§ Problem to solve: Starting with the line that has "Instruction: Give me", retype each line down to the end of the entries below, without leaving any out or adding any.

=== Supplied material ===

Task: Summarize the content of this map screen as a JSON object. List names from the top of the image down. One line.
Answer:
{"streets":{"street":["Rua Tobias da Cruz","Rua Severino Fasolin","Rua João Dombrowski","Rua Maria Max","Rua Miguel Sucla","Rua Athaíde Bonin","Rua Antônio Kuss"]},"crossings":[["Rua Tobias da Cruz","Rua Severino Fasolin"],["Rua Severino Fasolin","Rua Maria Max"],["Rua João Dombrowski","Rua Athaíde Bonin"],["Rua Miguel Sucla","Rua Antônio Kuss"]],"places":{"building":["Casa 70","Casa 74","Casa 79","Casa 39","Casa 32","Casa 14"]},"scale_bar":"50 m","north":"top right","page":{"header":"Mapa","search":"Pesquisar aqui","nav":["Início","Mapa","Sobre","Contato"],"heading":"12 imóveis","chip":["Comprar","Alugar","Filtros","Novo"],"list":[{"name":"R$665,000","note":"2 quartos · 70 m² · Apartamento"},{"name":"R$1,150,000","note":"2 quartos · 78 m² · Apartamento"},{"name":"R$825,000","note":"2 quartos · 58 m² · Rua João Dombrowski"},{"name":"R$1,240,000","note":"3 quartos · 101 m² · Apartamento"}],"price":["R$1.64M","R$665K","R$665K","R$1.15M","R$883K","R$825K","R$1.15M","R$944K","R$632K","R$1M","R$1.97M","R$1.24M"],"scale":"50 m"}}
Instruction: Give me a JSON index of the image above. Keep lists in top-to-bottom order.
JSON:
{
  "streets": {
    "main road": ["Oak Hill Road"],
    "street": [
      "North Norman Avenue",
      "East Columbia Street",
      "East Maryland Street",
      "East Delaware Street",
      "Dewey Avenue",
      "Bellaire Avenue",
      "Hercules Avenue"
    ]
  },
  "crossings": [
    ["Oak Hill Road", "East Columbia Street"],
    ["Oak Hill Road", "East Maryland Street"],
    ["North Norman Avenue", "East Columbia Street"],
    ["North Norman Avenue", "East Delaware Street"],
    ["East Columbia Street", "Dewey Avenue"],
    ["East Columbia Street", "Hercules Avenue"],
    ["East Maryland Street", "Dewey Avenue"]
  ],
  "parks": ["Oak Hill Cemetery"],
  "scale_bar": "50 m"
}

===

§ Task output:
Instruction: Give me a JSON index of the image above. Keep lists in top-to-bottom order.
JSON:
{
  "streets": {
    "main road": ["Oak Hill Road"],
    "street": [
      "North Norman Avenue",
      "East Columbia Street",
      "East Maryland Street",
      "East Delaware Street",
      "Dewey Avenue",
      "Bellaire Avenue",
      "Hercules Avenue"
    ]
  },
  "crossings": [
    ["Oak Hill Road", "East Columbia Street"],
    ["Oak Hill Road", "East Maryland Street"],
    ["North Norman Avenue", "East Columbia Street"],
    ["North Norman Avenue", "East Delaware Street"],
    ["East Columbia Street", "Dewey Avenue"],
    ["East Columbia Street", "Hercules Avenue"],
    ["East Maryland Street", "Dewey Avenue"]
  ],
  "parks": ["Oak Hill Cemetery"],
  "scale_bar": "50 m"
}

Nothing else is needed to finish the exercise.